In the last election cycle in my tiny hometown, the hot button issue was funding for public works, particularly budget allocations for local emergency services. One particular focus was on whether it was worthwhile to purchase a new ladder truck– devastating blazes are uncommon, opponents argued, and our small town’s funds would be better spent on other public goods; neighboring fire departments would be more than capable of providing us with their aid should we require it. But the supporters of the fire truck were adamant. Overnight, signs popped up in front yards up and down our little blocks: WE NEED OUR OWN TO SAVE OUR OWN! Perhaps the fire truck metaphor is silly, but this is what I think of when I think of health advocacy and activism. The work only gets done when those of us who are affected the most deeply rally together around a common cause. Change happens within communities. When we shout together, our voices echo.
References
- ACLU. 2023. “Mapping Attacks on LGBTQ Rights in US State Legislatures”. https://www.aclu.org/legislative-attacks-on-lgbtq-rights
- Czerwiec, MK. 2017. Taking Turns. University Park, PA: Penn State University Press.
- France, David, director. 2012. How to Survive a Plague.
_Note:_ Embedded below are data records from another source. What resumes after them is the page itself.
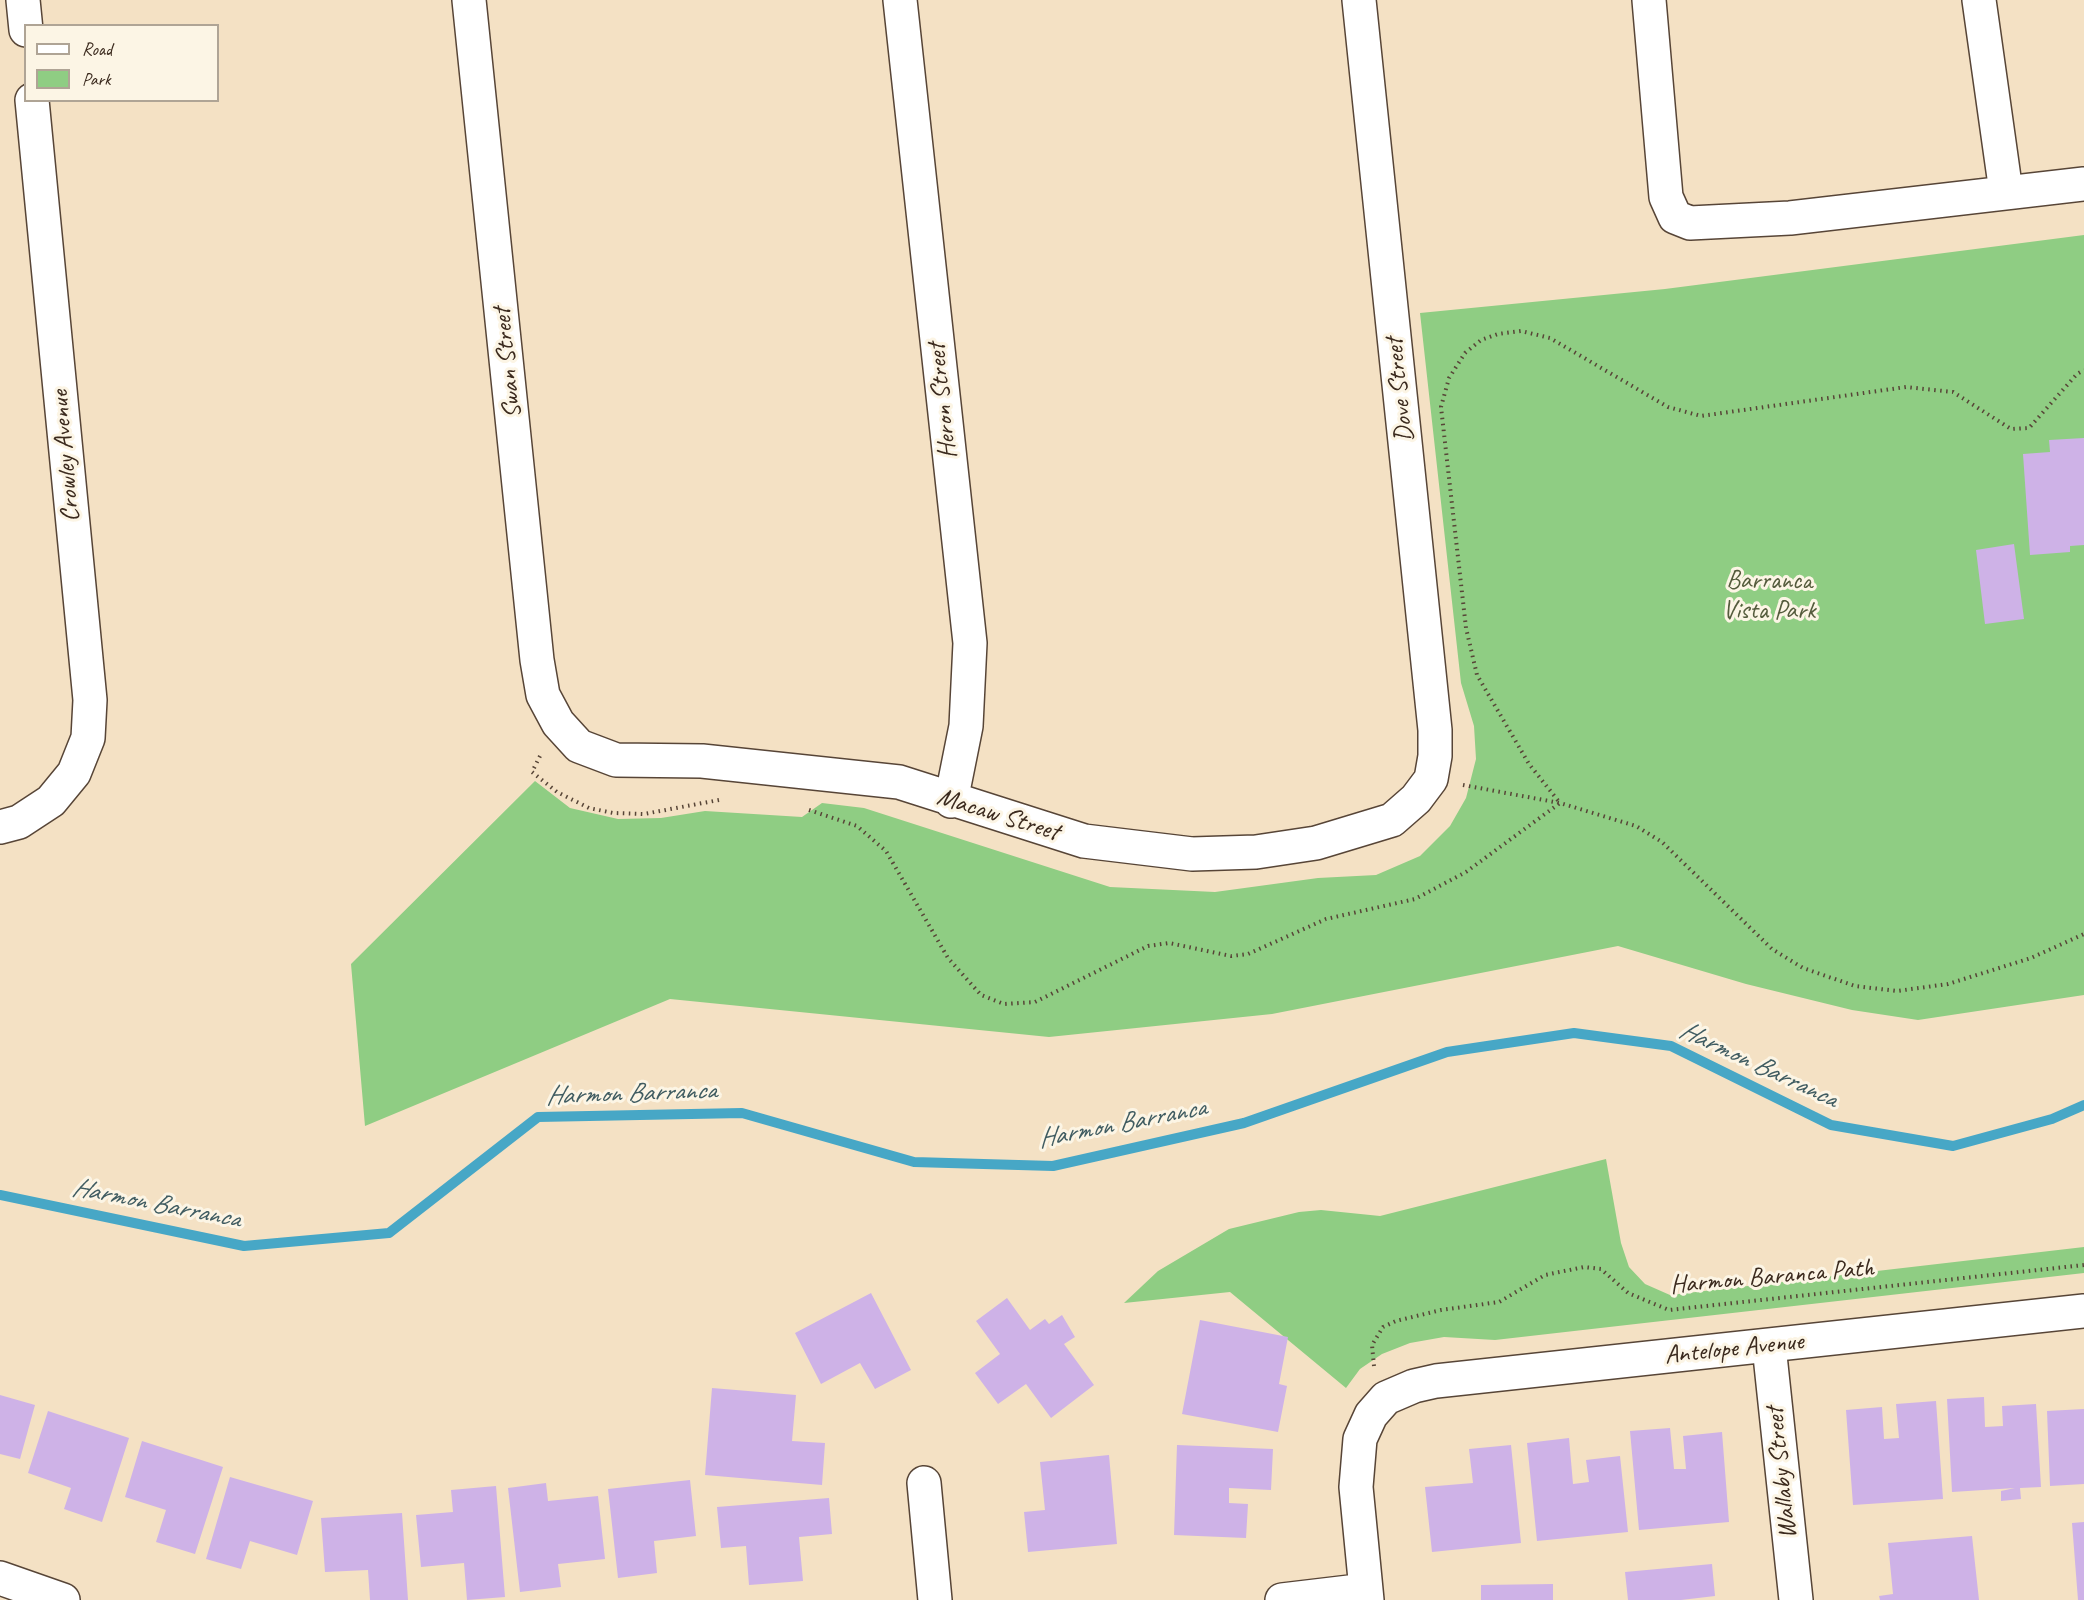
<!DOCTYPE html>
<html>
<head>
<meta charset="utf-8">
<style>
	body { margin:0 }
	#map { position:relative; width:2084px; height:1600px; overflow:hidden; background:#f4e1c4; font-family:Caveat,sans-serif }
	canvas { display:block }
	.legend { position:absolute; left:24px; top:24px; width:195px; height:78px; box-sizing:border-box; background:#fcf5e5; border:2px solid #afa495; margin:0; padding:8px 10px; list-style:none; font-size:18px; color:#3b2a1e }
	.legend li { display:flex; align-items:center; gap:12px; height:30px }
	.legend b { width:30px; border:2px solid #afa495 }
</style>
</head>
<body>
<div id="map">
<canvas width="2084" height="1600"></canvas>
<ul class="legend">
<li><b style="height:8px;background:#fff"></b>Road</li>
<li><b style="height:16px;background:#8fcd83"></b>Park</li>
</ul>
</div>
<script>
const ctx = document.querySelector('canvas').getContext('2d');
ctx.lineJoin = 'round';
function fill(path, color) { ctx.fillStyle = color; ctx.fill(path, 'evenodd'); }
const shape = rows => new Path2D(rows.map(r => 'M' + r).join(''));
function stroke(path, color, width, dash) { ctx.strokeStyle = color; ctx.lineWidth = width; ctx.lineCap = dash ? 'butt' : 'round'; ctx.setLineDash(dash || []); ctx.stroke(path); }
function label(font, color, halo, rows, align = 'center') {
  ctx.font = font + ' Caveat,sans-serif'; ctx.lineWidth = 6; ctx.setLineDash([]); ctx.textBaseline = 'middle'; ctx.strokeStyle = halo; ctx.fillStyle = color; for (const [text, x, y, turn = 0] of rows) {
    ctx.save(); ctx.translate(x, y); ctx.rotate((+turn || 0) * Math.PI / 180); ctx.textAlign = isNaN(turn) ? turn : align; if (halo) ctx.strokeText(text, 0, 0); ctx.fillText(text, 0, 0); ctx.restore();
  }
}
fill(shape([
	[2084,235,2084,995,1918,1020,1852,1010,1746,984,1618,946,1272,1014,1049,1037,670,999,365,1126,351,964,535,781,570,808,618,819,661,818,705,811,802,817,822,803,864,808,1110,887,1215,892,1318,878,1376,875,1420,856,1450,826,1466,798,1476,759,1474,726,1461,683,1420,313,1665,289],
	[1606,1159,1621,1243,1629,1267,1645,1284,1670,1295,2084,1247,2084,1273,1495,1340,1444,1337,1410,1343,1382,1354,1360,1369,1346,1388,1230,1292,1124,1303,1158,1271,1229,1229,1299,1212,1321,1210,1380,1216]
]), '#8fcd83');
stroke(shape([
	[0,1195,244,1246,389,1233,538,1117,742,1113,914,1162,1053,1166,1244,1123,1447,1052,1574,1033,1671,1046,1831,1125,1953,1146,2052,1119,2084,1105]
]), '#47a7c6', 10);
fill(shape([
	[2084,438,2084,545,2070,546,2070,552,2030,555,2023,454,2050,452,2049,440],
	[2014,544,2024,619,1985,624,1976,550],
	[871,1293,911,1370,875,1389,860,1363,821,1384,795,1333],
	[1007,1298,1030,1330,1045,1319,1049,1324,1062,1315,1075,1337,1064,1344,1094,1385,1051,1418,1026,1384,998,1404,975,1373,1000,1354,976,1321],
	[1200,1320,1288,1337,1279,1384,1287,1386,1278,1432,1182,1414],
	[712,1388,796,1395,792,1441,825,1443,822,1485,705,1475],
	[0,1395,35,1405,20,1459,0,1454],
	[1984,1397,1985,1427,2003,1426,2002,1406,2036,1404,2041,1487,2020,1488,2021,1499,2001,1501,2001,1491,2015,1488,1952,1492,1947,1399],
	[1936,1401,1943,1499,1853,1505,1846,1410,1882,1407,1884,1439,1899,1438,1896,1404],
	[2084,1409,2084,1484,2050,1486,2047,1411],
	[48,1411,129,1438,102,1522,64,1509,71,1488,28,1473],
	[1670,1428,1674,1469,1686,1469,1683,1436,1722,1432,1729,1522,1639,1530,1630,1431],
	[1569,1438,1573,1484,1589,1482,1586,1460,1620,1456,1628,1532,1537,1541,1527,1443],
	[142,1441,223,1467,195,1554,156,1542,166,1510,125,1497],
	[1177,1445,1273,1449,1271,1490,1229,1488,1229,1503,1248,1504,1246,1538,1174,1535],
	[1511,1445,1521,1543,1432,1552,1425,1487,1473,1483,1469,1449],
	[1109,1455,1117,1544,1028,1552,1024,1512,1045,1510,1040,1462],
	[230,1477,313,1501,297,1555,250,1541,241,1569,206,1559],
	[690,1480,696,1536,654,1541,657,1573,618,1578,608,1489],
	[546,1483,548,1501,598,1496,605,1559,558,1564,561,1587,520,1592,508,1488],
	[496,1486,505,1597,467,1600,464,1563,421,1567,416,1515,453,1512,451,1490],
	[829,1498,832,1534,799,1537,803,1581,749,1585,746,1546,721,1548,717,1507],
	[402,1513,408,1600,370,1600,368,1570,325,1572,321,1518],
	[2084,1522,2084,1600,2078,1600,2072,1523],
	[1972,1536,1979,1600,1880,1600,1879,1596,1893,1594,1888,1543],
	[1712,1564,1715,1596,1681,1600,1628,1600,1625,1572],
	[1553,1584,1553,1600,1481,1600,1481,1585]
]), '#ceb2e7');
const minor = shape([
	[23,0,26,30],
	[469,0,537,660,543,695,558,723,579,746,616,760,702,761,899,782,1084,841,1192,854,1256,852,1316,843,1392,820,1416,799,1431,779,1435,756,1435,730,1359,0],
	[900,0,970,643,966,726,951,801],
	[1649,0,1666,197,1675,217,1690,223,1790,218,2084,184],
	[1979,0,2006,192],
	[0,827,19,822,51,801,74,773,88,738,90,700,32,100],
	[1769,1346,1796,1600],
	[924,1483,935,1600],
	[0,1578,63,1600],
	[1282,1600,1366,1590],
	[1367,1600,1356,1487,1360,1439,1371,1415,1386,1398,1414,1386,1436,1381,2084,1311]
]);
stroke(minor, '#574537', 36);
stroke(shape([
	[540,756,532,772,557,792,589,808,613,813,644,814,719,800],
	[1463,785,1560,803,1636,826,1662,842,1772,949,1803,968,1855,986,1897,991,1948,984,2031,958,2084,934],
	[809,810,857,826,886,851,948,958,981,995,1004,1004,1035,1002,1148,946,1169,943,1231,956,1248,954,1326,919,1415,899,1466,872,1560,803,1529,764,1477,675,1466,628,1441,407,1449,378,1465,353,1481,340,1498,334,1521,331,1550,338,1668,407,1701,416,1906,387,1953,392,2011,429,2029,428,2077,374,2084,370],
	[1374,1366,1372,1345,1383,1327,1396,1321,1441,1310,1499,1302,1545,1275,1584,1267,1601,1269,1628,1293,1669,1310,2084,1265]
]), '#574537', 4, [1.5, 4.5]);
stroke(minor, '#fff', 33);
label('26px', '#3b2a1e', '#fcf5e5', [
	["Swan Street",508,363,-96],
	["Dove Street",1400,390,-96],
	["Heron Street",943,401,-96],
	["Crowley Avenue",66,456,-95],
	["Macaw Street",998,815,17],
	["Harmon Baranca Path",1772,1277,-5],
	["Antelope Avenue",1734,1349,-6],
	["Wallaby Street",1782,1473,-96]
]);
label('26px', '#545b3c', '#fcf5e5', [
	["Barranca",1769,581],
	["Vista Park",1769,611]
]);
label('italic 27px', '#405c61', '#fcf5e5', [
	["Harmon Barranca",1758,1065,25],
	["Harmon Barranca",631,1094,-2],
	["Harmon Barranca",1122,1124,-11],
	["Harmon Barranca",156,1204,11]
]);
</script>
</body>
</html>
Sundance Selects. 109 min.
- Hegedus, Eric and Robert Rorke. 2019. “Sandra Bernhard: ‘Pose’ recalls horror of early days of AIDS”. New York Post. https://nypost.com/2019/06/21/sandra-bernhard-pose-recalls-horror-of-early-days-of-aids/
- Hill, Latoya, Samantha Artiga, and Usha Ranji. 2022. “Racial Disparities in Maternal and Infant Health: Current Status and Efforts to Address Them”. Kaiser Family Foundation. https://www.kff.org/racial-equity-and-health-policy/issue-brief/racial-disparities-in-maternal-and-infant-health-current-status-and-efforts-to-address-them/
- Kaiser Family Foundation. 2021. “The HIV/AIDS Epidemic in the United States: The Basics.” https://www.kff.org/hivaids/fact-sheet/the-hivaids-epidemic-in-the-united-states-the-basics
- Kleinman, Arthur. 1988. The Illness Narratives: Suffering, Healing, and the Human Condition. Basic Books.
- Nelson, Alondra. 2013. “The People’s Free Medical Clinics” in Body and Soul: The Black Panther Party and the Fight Against Medical Discrimination. Minneapolis, MN: The University of Minnesota Press.